*TASK GOAL:* Count how many lines of the data include "linecap". The answer is that number and nothing else.

(Records from a dataset)
++++++++++++++++++++
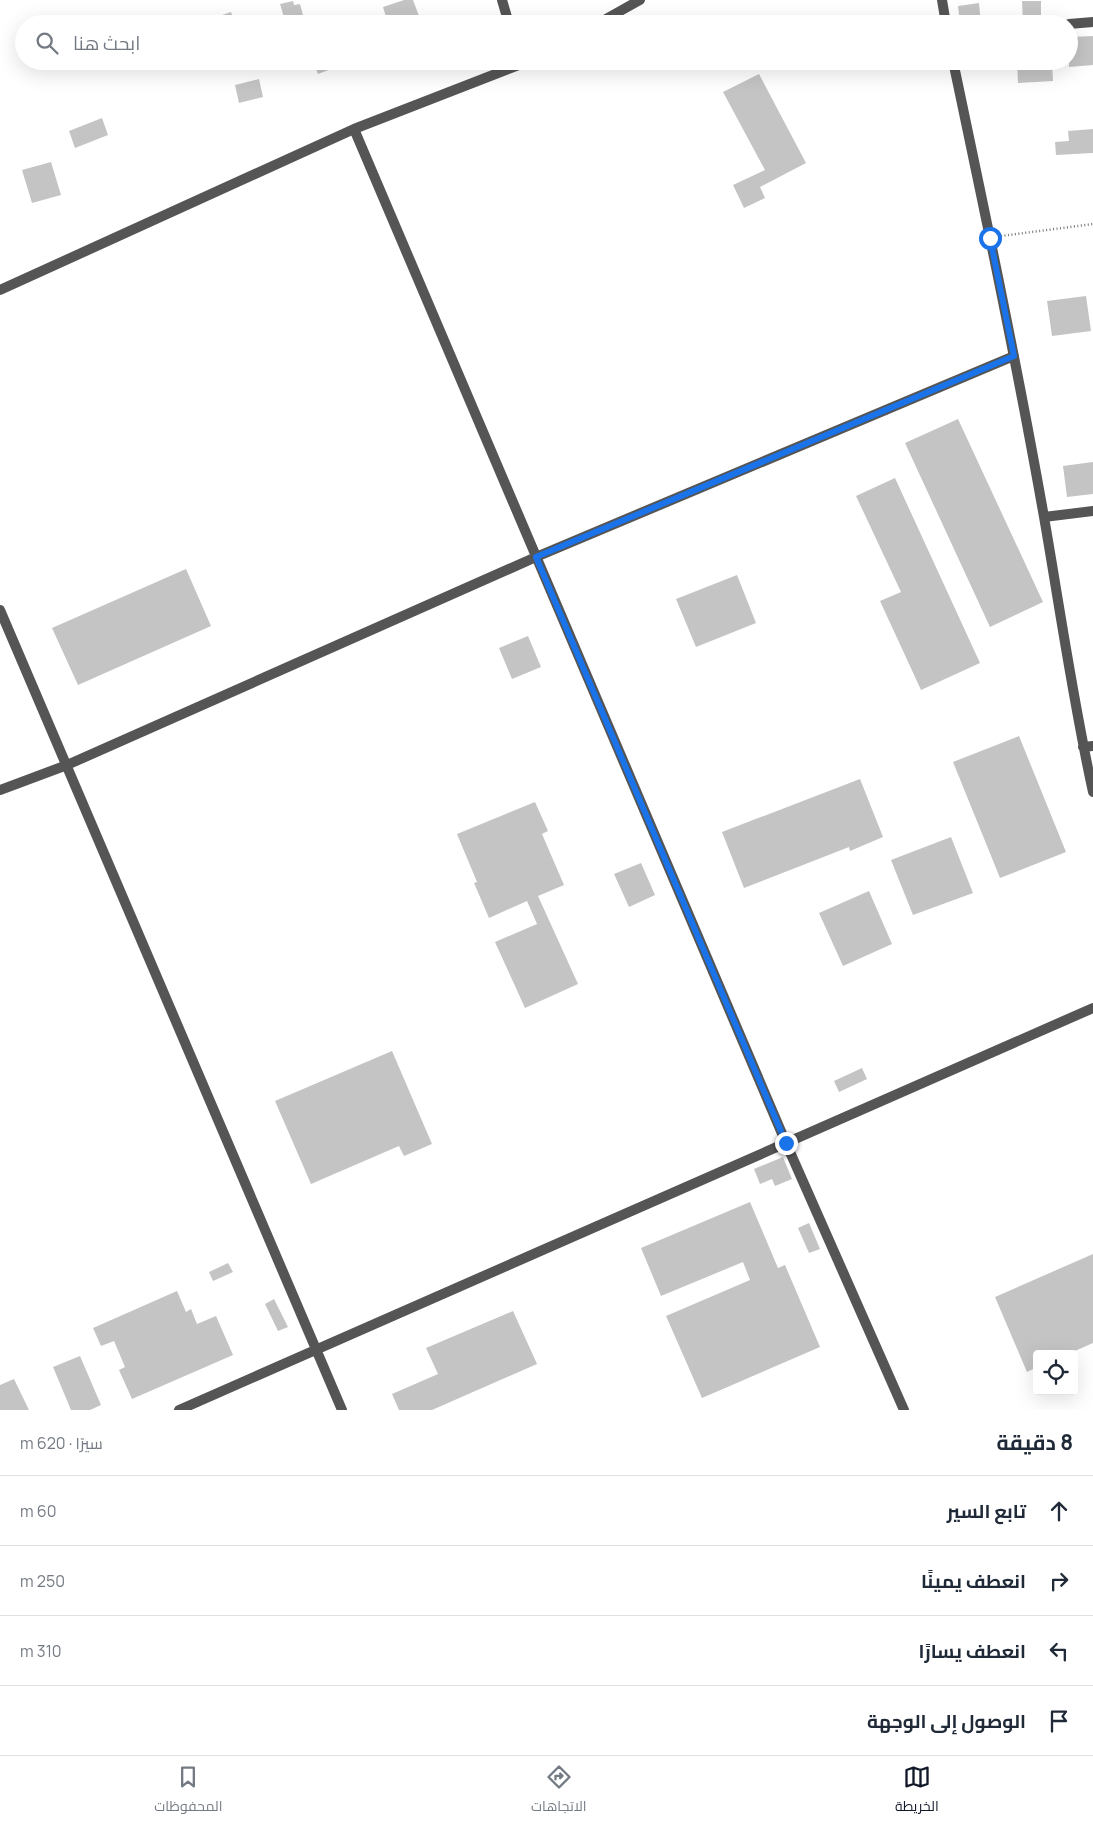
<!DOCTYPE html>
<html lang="ar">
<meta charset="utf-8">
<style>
body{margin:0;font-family:Manrope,Cairo,sans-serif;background:#f2f2f3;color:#1f2937;direction:rtl}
.controls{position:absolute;right:15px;bottom:15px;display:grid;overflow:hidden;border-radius:5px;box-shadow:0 5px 20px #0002}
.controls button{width:45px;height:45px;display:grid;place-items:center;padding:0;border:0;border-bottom:1px solid #e0e1e3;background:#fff;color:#1f2937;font:25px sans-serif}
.stop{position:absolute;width:15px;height:15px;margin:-11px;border:4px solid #1a73e8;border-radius:50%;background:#fff}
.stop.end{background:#1a73e8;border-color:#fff;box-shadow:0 1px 5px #0008}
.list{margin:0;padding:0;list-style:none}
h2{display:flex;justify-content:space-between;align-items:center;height:65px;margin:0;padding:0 20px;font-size:21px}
h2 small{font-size:16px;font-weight:400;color:#747a83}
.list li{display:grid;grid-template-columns:32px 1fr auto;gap:15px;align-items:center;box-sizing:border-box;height:70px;padding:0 20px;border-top:1px solid #e0e1e3}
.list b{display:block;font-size:19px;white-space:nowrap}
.list em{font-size:16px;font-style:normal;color:#747a83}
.icon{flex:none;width:28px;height:28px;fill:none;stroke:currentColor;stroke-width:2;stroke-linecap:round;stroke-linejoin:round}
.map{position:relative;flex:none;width:1093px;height:1410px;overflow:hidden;direction:ltr}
.search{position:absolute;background:#fff;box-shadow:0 5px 20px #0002;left:15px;right:15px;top:15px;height:55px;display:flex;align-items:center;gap:12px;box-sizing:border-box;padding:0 18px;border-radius:28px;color:#747a83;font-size:19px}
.sheet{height:345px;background:#fff}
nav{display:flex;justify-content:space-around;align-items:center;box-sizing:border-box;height:70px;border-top:1px solid #e0e1e3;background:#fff;font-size:14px;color:#747a83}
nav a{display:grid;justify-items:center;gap:2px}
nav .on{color:#111827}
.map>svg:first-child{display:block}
.building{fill:#c4c4c4}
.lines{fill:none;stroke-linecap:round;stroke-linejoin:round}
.path{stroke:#777;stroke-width:2.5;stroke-dasharray:1 2.5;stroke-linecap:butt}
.street{stroke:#555;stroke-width:10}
.route{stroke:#1a73e8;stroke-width:6}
</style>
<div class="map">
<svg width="1093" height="1410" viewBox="0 0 1093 1410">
<rect width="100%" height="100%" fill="#fff"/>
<!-- building -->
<path class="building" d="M404 0H413L422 24H388L383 7Z
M293 1 294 5 300 4 303 15 285 21 280 4Z
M1022 1H1041V23H1023Z
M979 3 981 24H960L958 6Z
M231 12 235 24H201V22Z
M1093 36V65L1069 67V37Z
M313 61H350V62L318 74Z
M1017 61H1052L1053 81 1018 83Z
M759 74 806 163 760 187 765 198 744 208 733 185 765 170 723 92Z
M259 79 263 97 239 103 235 85Z
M102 118 108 135 75 148 69 131Z
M1093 129V153L1056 155 1055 142 1069 141 1068 131Z
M51 162 61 195 32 203 22 170Z
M1086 296 1091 331 1052 336 1047 301Z
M958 419 1043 602 990 627 905 443Z
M1093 462V494L1067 497 1063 466Z
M895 478 980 663 921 690 880 601 901 592 856 496Z
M186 569 211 626 78 685 52 628Z
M737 575 756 623 696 647 676 599Z
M528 636 541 667 512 679 499 648Z
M1019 736 1066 852 1000 878 953 762Z
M860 779 883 837 850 851 849 847 744 888 722 832Z
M535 802 548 831 542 834 564 885 538 896 578 984 525 1008 495 942 537 924 527 901 489 918 474 883 477 882 457 834Z
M951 837 973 893 913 915 891 860Z
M641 863 655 895 629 907 614 874Z
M869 891 892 944 843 966 819 913Z
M392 1051 432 1144 404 1156 399 1146 311 1184 275 1101Z
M862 1068 867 1079 839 1092 834 1081Z
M783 1157 792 1179 775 1186 772 1179 760 1184 754 1169Z
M750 1202 778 1268 785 1265 820 1347 702 1398 666 1316 750 1280 743 1262 661 1296 641 1248Z
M809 1223 820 1249 809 1253 798 1228Z
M1093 1254V1343L1068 1354H1037V1367L1027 1372 995 1297Z
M228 1263 233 1272 213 1281 209 1272Z
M177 1291 186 1312 191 1309 197 1324 216 1316 233 1355 132 1399 119 1370 125 1367 114 1341 101 1346 93 1328Z
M274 1299 288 1327 278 1331 265 1304Z
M513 1311 537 1364 432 1410H399L392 1394 438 1374 426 1348Z
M80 1356 101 1405 90 1410H71L53 1367Z
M14 1379 29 1410H0V1385Z"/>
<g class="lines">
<!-- path -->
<path class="path" d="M1001 236 1093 224"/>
<!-- street -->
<path class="street" d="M502 0 509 24
M942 0 946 24
M597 24 640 0
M1069 24 1093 22
M953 61C985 213 1017 364 1044 517 1060 609 1073 701 1093 792
M354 129 786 1143 904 1410
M0 290 354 129 529 61
M1044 517 1093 511
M0 610 342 1410
M1083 747 1093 746
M0 790 67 765 536 557 1014 356
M179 1410 1093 1008"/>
</g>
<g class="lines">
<!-- route -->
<path class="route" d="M786 1143 536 557 1014 356 990 238"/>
</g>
</svg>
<div class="controls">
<button><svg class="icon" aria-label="locate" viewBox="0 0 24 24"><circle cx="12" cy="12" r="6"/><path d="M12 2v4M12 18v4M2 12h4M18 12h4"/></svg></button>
</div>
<div class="stop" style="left:990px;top:238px"></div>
<div class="stop end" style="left:786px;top:1143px"></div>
<div class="search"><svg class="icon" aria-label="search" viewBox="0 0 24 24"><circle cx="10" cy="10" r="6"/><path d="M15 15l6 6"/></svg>ابحث هنا</div>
</div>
<section class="sheet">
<h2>8 دقيقة<small>سيرًا · 620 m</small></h2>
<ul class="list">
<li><svg class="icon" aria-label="ahead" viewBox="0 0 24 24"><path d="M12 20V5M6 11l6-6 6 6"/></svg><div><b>تابع السير</b></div><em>60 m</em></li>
<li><svg class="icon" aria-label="right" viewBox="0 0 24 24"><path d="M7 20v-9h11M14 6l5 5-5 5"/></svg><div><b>انعطف يمينًا</b></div><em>250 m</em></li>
<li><svg class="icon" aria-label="left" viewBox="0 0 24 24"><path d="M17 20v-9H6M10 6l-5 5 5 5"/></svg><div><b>انعطف يسارًا</b></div><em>310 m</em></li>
<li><svg class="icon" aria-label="arrive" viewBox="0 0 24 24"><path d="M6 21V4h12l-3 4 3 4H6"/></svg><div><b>الوصول إلى الوجهة</b></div></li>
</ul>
</section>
<nav>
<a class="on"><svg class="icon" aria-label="map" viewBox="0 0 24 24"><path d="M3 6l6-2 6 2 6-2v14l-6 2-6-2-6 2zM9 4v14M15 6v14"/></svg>الخريطة</a>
<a><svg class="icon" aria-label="directions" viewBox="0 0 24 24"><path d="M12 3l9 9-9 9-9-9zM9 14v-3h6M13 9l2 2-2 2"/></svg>الاتجاهات</a>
<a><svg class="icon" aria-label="saved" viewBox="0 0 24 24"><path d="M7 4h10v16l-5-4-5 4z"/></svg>المحفوظات</a>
</nav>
++++++++++++++++++++
*WRITTEN SOLUTION:* 3